For context this was the plot that was included in the paper:

When the COVID-19 pandemic started, there were several live dashboards floating around and I wanted to challenge my dashboarding/R Shiny skills building my own.

This how I produced the plotly 3D globe using the last data snapshot I could find on github:

library(plotly)
library(data.table)

alldata <- fread("alldata.csv")
alldata$countryprovince <-
  paste(alldata$country_region, alldata$province)
alldatalastpoint <- alldata %>%
    group_by(country_region, province, countryprovince) %>%
    slice(n())

colorlimits <- c(0, max(alldata$cumulative_deaths) + 10)

g <- list(
  projection    = list(type = "orthographic"),
  fitbounds     = "locations",
  showland      = TRUE,
  showlakes     = FALSE,
  showrivers    = FALSE,
  landcolor     = toRGB("gray95"),
  subunitcolor  = toRGB("gray85"),
  countrycolor  = toRGB("black"),
  countrywidth  = 0.5,
  subunitwidth  = 0.5,
  showsubunits  = TRUE,
  showcountries = TRUE,
  resolution = 110,
  lonaxis    = list(
    showgrid = TRUE,
    gridwidth = 0.5,
    dtick = 5
  ),
  lataxis    = list(
    showgrid = TRUE,
    gridwidth = 0.5,
    dtick = 5
  )
)

plot_geo(alldatalastpoint, lat = ~ Lat, lon = ~ Long) %>% add_markers(
  text = ~ paste(
    country_region,
    ifelse(province == "NA", "", province),
    paste0("Cases:", cumulative_cases),
    paste0("Deaths:", cumulative_deaths),
    sep = "<br />"
  ),
  symbol = I("square"),
  size = ~ cumulative_cases ,
  color = ~ (cumulative_deaths + 0.0001),
  hoverinfo = "text"
) %>% plotly::layout(
  title = paste('Cumulative Covid-19 Cases'),
  geo = g
) %>% 
  colorbar(title = "Cumulative Deaths",
           limits = colorlimits)

Another nice feature was the table that had sparklines and reproduced below:

library(DT)
library(sparkline)
library(htmlwidgets)
staticRender_cb <-
  htmlwidgets::JS('function(){HTMLWidgets.staticRender();}')
#getDependency('sparkline')

cases_sparkline_data <- alldata
keycols = c("countryprovince", "country_region", "province", "Date")
setkeyv(cases_sparkline_data, keycols)
cases_sparkline_data <- cases_sparkline_data[
  , .(cum_cases = spk_chr(cumulative_cases, type = "line"),
      cum_death = spk_chr(cumulative_deaths, type = "line") ),
by = .(countryprovince, country_region, province)]
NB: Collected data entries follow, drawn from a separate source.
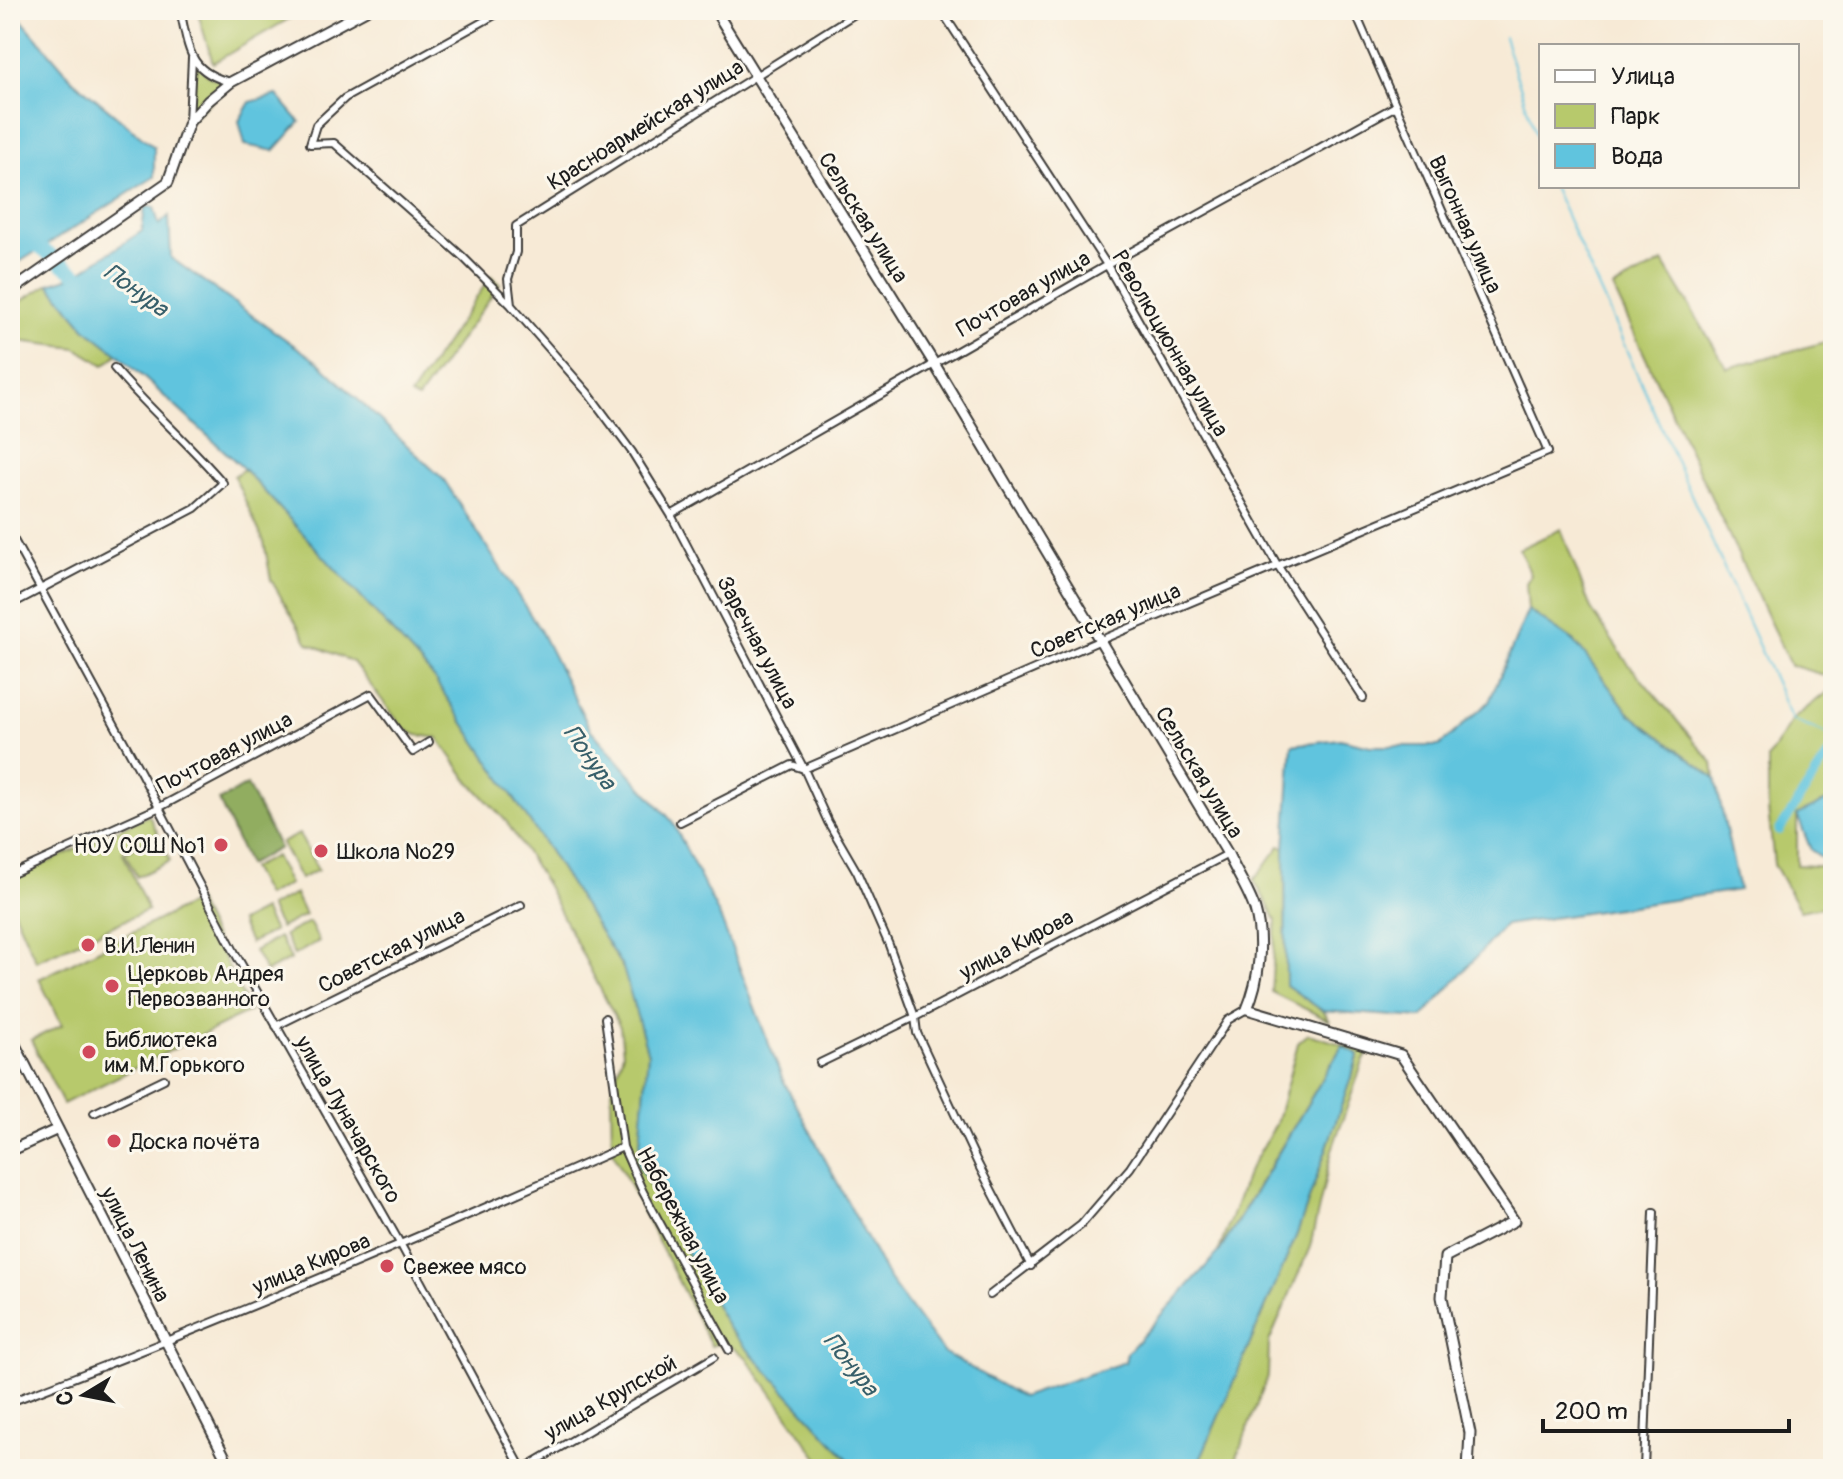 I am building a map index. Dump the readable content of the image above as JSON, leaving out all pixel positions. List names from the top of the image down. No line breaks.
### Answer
{"streets":{"street":["Красноармейская улица","Сельская улица","Выгонная улица","Почтовая улица","Революционная улица","Советская улица","Заречная улица","улица Кирова","улица Луначарского","Набережная улица","улица Ленина","улица Крупской"]},"crossings":[["Красноармейская улица","Сельская улица"],["Красноармейская улица","Заречная улица"],["Сельская улица","Почтовая улица"],["Сельская улица","Советская улица"],["Сельская улица","улица Кирова"],["Выгонная улица","Почтовая улица"],["Выгонная улица","Советская улица"],["Почтовая улица","Революционная улица"],["Почтовая улица","Заречная улица"],["Почтовая улица","улица Луначарского"],["Революционная улица","Советская улица"],["Советская улица","Заречная улица"],["Советская улица","улица Луначарского"],["Заречная улица","улица Кирова"],["улица Кирова","улица Луначарского"],["улица Кирова","Набережная улица"],["улица Кирова","улица Ленина"],["улица Луначарского","улица Крупской"]],"water":["Понура"],"places":["НОУ СОШ №1","Школа №29","В.И.Ленин","Церковь Андрея Первозванного","Библиотека им. М.Горького","Доска почёта","Свежее мясо"],"legend":["Улица","Парк","Вода"],"scale_bar":"200 m","north":"left"} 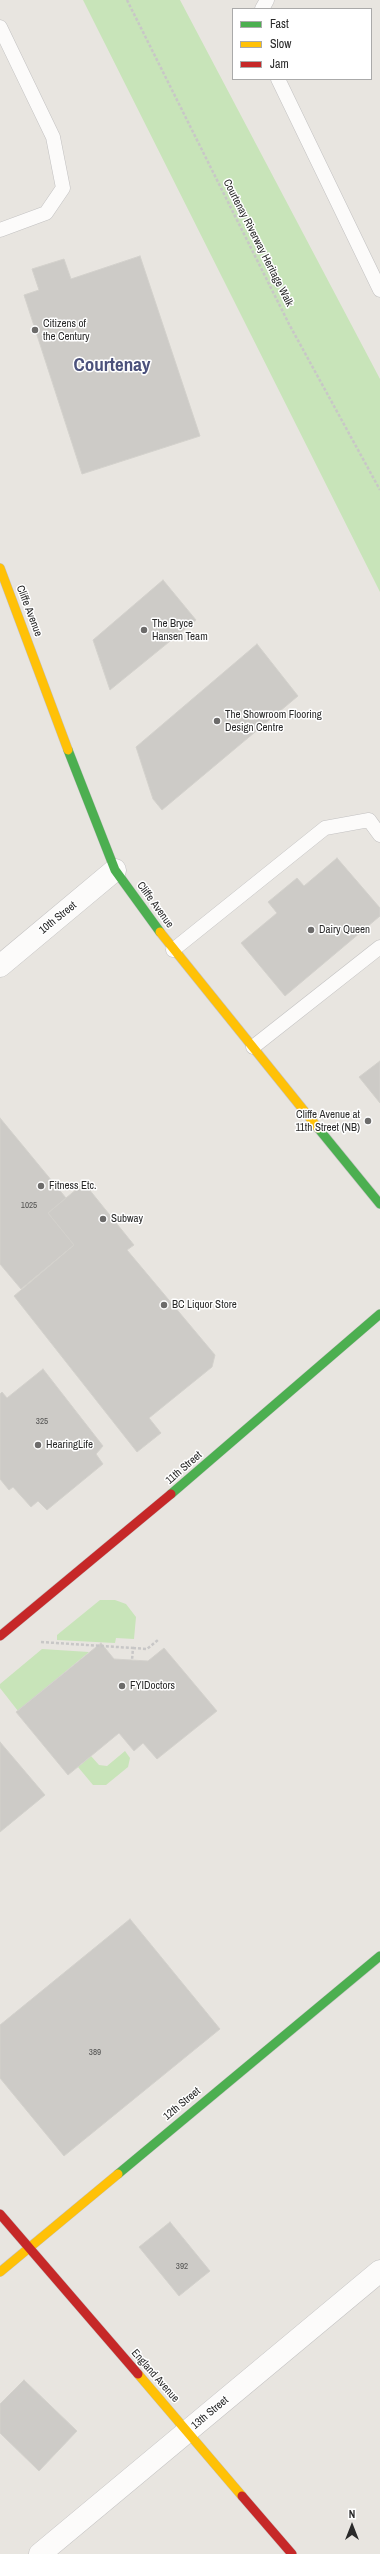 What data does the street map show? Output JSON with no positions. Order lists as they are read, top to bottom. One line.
{"streets":{"street":["Cliffe Avenue","10th Street","11th Street","12th Street","England Avenue","13th Street"],"path":["Courtenay Riverway Heritage Walk"]},"crossings":[["Cliffe Avenue","10th Street"],["12th Street","England Avenue"],["England Avenue","13th Street"]],"districts":["Courtenay"],"places":["Citizens of the Century","The Bryce Hansen Team","The Showroom Flooring Design Centre","Dairy Queen","Cliffe Avenue at 11th Street (NB)","Fitness Etc.","Subway","BC Liquor Store","HearingLife","FYIDoctors"],"house_numbers":["1025","325","389","392"],"legend":["Fast","Slow","Jam"],"north":"top"} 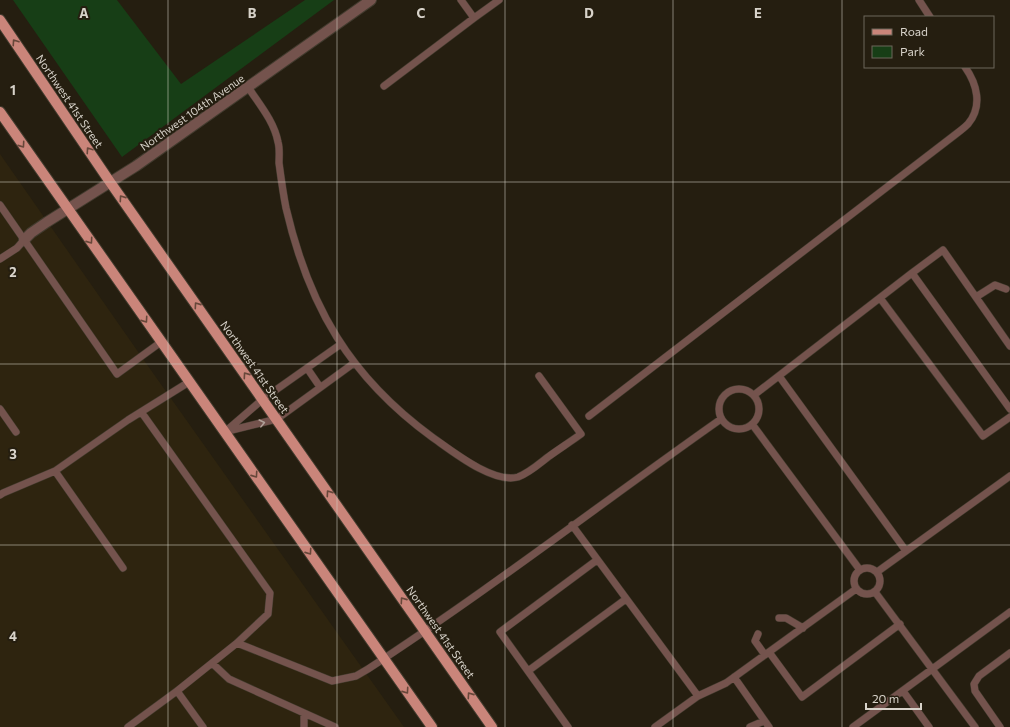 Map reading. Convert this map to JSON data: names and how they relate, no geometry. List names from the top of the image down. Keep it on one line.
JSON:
{"streets":{"main road":["Northwest 41st Street"],"street":["Northwest 104th Avenue"]},"crossings":[["Northwest 41st Street","Northwest 104th Avenue"]],"legend":["Road","Park"],"scale_bar":"20 m","grid":{"columns":["A","B","C","D","E"],"rows":["1","2","3","4"]}} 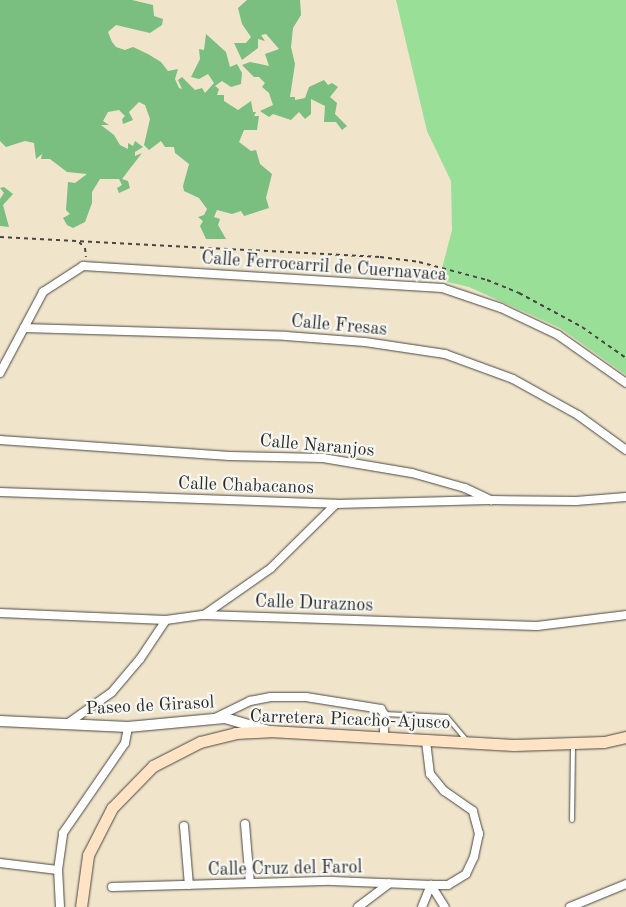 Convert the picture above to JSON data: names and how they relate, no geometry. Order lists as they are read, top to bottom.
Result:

datasparkline <- merge(alldatalastpoint,
  cases_sparkline_data,
  by = c("countryprovince", "country_region", "province")
)
datasparkline <-  datasparkline[, c("country_region", "province",
               "cum_cases",
               "cumulative_cases",
               "cum_death",
               "cumulative_deaths")]

  df<- as.data.frame(datasparkline)
   DTsparkline <-  suppressMessages(spk_add_deps(
      datatable(
        df %>% 
          arrange(desc(cumulative_cases),
                  desc(cumulative_deaths)),
        filter = 'none',
        escape = FALSE,
        selection = list(
          target = "row",
          mode = 'multiple',
          selected = c(1,2,3,4,5)
        ),
        extensions = c('Select'),
        options = list( dom = 'lfrtiBp',
          pageLength = 5 ,
          lengthMenu = list(c(5, 10, 15,-1),
                       c('5', '10', '15', 'All')),
              autoWidth = FALSE,
          scrollX = TRUE,
          scrollY = TRUE,
          target = 'row',
          drawCallback   = staticRender_cb,
          fnDrawCallback = staticRender_cb,
          #order = list(list(4, 'desc'), list(6, 'desc')),
          columns = list(
            list(title = ''),
            list(title = 'Country'),
            list(title = 'Province/State'),
            list(title = 'Cases Over Time'),
            list(title = 'Total Cases'),
            list(title = 'Deaths Over Time'),
            list(title = 'Total Deaths')
          )))))
   DTsparkline

Have a look at the dashboard source code, if you want to see how cross filtering and interactivity were handled. A gif animation of how this dashboard looked like in 2020 is shown below. It had interactive filters, the map with a 3D/2D projection. Cross-filtering between widgets and sparklines.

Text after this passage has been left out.